#### What is required
Copy out the lines of the material that include the string "canvas".

Start of Data shown

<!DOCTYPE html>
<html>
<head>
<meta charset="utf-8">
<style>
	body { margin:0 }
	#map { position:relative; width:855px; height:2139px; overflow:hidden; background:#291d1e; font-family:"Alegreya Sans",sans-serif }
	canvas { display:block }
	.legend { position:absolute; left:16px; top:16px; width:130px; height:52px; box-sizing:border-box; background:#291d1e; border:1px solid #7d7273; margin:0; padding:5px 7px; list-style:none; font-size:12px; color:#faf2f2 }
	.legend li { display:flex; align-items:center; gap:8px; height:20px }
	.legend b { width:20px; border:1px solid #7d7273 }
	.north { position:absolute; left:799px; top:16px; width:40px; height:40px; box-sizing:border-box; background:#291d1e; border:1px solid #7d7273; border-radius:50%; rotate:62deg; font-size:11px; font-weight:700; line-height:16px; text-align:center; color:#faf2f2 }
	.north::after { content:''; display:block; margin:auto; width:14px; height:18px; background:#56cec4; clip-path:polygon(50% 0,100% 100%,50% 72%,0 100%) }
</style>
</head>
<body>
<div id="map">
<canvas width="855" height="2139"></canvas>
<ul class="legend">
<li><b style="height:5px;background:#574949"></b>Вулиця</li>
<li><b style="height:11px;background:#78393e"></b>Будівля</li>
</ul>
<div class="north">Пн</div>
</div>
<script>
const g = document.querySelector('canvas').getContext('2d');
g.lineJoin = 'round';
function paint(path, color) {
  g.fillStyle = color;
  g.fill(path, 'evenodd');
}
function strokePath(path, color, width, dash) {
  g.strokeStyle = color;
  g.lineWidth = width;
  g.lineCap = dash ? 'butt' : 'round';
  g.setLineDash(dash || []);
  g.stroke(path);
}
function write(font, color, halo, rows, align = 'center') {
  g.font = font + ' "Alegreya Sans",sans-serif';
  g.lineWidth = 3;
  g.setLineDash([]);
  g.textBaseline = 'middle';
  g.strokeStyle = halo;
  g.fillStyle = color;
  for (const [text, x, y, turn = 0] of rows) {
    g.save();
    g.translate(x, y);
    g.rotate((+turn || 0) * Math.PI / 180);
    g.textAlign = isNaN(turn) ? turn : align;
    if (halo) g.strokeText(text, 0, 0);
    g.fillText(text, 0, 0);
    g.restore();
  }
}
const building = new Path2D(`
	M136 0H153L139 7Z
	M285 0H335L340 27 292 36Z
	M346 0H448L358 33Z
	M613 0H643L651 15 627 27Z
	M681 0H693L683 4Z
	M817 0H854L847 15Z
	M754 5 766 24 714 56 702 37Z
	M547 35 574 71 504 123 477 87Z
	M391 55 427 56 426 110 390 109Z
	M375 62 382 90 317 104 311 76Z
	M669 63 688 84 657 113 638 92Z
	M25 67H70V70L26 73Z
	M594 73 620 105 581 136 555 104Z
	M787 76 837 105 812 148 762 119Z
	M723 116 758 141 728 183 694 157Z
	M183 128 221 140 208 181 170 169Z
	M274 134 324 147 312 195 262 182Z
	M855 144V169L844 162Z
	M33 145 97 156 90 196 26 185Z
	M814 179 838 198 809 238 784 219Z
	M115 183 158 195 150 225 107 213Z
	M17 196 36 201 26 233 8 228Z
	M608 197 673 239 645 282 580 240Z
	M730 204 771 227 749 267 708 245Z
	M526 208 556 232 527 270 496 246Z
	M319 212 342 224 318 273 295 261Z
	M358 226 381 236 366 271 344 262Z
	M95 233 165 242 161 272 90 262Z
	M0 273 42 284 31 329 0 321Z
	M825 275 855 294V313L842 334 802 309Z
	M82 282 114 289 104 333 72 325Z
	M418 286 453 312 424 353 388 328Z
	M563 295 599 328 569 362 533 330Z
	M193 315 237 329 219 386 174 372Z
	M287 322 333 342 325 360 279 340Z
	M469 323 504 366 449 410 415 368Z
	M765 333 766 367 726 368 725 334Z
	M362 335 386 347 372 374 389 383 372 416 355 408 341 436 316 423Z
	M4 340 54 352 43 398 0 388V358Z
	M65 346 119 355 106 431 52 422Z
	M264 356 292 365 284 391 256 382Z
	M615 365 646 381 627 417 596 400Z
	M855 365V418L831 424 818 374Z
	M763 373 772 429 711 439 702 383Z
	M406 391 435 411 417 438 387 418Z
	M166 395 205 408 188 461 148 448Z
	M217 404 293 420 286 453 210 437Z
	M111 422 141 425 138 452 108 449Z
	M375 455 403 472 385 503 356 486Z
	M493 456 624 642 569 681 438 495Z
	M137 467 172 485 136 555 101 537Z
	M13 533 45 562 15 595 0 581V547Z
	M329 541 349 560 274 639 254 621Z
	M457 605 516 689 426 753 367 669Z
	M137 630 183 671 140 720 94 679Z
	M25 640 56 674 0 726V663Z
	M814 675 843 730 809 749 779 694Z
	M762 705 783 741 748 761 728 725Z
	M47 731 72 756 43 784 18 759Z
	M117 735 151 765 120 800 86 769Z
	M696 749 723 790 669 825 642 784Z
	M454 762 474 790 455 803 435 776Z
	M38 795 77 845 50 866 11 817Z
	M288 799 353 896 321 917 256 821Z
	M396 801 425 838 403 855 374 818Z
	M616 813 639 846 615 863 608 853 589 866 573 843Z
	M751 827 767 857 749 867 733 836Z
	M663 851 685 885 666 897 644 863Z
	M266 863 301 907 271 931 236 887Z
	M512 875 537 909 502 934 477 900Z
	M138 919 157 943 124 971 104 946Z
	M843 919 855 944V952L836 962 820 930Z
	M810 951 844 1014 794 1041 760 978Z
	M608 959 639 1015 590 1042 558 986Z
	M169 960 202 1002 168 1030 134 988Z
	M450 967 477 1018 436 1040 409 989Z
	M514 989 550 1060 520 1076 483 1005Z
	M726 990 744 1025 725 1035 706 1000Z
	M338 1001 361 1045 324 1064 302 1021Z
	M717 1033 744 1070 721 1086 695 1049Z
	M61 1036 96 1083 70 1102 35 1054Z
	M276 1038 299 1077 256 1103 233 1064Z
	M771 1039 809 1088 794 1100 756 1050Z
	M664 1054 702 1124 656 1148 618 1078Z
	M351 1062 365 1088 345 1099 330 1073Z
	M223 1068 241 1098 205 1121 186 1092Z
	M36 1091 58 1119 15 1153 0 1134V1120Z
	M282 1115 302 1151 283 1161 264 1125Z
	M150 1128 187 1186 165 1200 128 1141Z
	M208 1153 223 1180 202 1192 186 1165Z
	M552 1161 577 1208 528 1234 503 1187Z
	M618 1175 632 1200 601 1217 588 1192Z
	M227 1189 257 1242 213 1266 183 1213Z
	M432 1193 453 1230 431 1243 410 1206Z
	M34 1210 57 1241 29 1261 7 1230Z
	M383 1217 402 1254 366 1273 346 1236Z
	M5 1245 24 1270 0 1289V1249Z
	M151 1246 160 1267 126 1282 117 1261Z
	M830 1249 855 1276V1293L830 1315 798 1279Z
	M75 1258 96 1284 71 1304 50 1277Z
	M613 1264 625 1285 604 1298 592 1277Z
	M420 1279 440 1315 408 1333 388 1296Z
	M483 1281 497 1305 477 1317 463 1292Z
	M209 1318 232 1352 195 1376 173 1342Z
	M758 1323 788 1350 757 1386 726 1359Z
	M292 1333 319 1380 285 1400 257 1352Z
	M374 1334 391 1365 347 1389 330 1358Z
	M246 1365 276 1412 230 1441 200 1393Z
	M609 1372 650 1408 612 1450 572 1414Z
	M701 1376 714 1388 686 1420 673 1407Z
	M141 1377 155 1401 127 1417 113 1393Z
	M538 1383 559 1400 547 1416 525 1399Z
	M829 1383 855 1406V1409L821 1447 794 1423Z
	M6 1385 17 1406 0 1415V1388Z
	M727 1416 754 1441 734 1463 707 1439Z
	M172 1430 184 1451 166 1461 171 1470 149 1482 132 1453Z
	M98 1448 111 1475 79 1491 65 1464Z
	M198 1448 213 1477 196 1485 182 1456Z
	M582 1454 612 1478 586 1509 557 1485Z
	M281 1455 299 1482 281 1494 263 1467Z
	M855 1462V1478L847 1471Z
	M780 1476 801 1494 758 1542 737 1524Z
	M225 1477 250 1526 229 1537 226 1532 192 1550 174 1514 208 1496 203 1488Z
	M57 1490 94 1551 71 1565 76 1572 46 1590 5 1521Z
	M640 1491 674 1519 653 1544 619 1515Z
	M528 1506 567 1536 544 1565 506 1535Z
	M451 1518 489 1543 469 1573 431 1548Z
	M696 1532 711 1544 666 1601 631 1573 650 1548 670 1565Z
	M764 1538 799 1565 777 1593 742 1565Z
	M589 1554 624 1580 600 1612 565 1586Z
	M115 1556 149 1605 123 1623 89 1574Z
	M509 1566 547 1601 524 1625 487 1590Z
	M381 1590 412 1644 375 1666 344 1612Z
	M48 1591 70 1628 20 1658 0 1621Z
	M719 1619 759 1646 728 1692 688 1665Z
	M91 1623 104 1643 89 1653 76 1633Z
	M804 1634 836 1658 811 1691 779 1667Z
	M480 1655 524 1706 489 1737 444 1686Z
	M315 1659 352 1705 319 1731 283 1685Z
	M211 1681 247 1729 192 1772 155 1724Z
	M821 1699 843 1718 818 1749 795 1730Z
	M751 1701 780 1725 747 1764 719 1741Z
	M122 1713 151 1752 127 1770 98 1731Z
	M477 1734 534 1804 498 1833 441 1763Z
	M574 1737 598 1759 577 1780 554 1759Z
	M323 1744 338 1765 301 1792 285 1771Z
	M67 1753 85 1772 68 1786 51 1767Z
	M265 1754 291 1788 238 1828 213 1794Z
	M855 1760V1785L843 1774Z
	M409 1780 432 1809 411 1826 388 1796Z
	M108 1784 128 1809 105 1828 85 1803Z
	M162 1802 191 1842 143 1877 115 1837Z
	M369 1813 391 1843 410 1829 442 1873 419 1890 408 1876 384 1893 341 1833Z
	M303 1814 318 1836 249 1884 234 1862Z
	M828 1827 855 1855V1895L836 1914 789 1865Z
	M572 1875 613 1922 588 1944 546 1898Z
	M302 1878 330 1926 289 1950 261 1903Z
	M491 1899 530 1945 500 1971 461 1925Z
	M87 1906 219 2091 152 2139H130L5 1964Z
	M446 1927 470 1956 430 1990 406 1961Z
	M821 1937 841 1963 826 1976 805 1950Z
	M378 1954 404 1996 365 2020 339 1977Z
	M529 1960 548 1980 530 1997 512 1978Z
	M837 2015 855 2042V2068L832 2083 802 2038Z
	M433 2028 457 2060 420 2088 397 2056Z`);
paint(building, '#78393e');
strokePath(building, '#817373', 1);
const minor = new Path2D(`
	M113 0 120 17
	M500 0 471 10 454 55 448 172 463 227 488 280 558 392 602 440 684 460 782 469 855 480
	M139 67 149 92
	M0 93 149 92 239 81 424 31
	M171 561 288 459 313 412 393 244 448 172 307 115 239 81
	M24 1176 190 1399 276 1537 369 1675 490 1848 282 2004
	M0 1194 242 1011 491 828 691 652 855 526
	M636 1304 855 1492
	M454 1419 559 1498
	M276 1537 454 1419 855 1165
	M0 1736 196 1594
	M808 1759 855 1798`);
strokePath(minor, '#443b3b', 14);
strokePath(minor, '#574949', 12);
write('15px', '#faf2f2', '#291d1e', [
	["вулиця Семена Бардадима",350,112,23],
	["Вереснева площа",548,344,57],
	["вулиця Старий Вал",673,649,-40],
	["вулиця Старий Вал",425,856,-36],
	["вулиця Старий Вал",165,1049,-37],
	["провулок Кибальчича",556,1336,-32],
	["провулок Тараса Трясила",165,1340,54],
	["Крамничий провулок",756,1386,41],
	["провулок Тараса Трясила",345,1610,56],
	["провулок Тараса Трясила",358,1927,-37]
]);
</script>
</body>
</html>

End of Data shown

#### Response to this exercise
	canvas { display:block }
<canvas width="855" height="2139"></canvas>
const g = document.querySelector('canvas').getContext('2d');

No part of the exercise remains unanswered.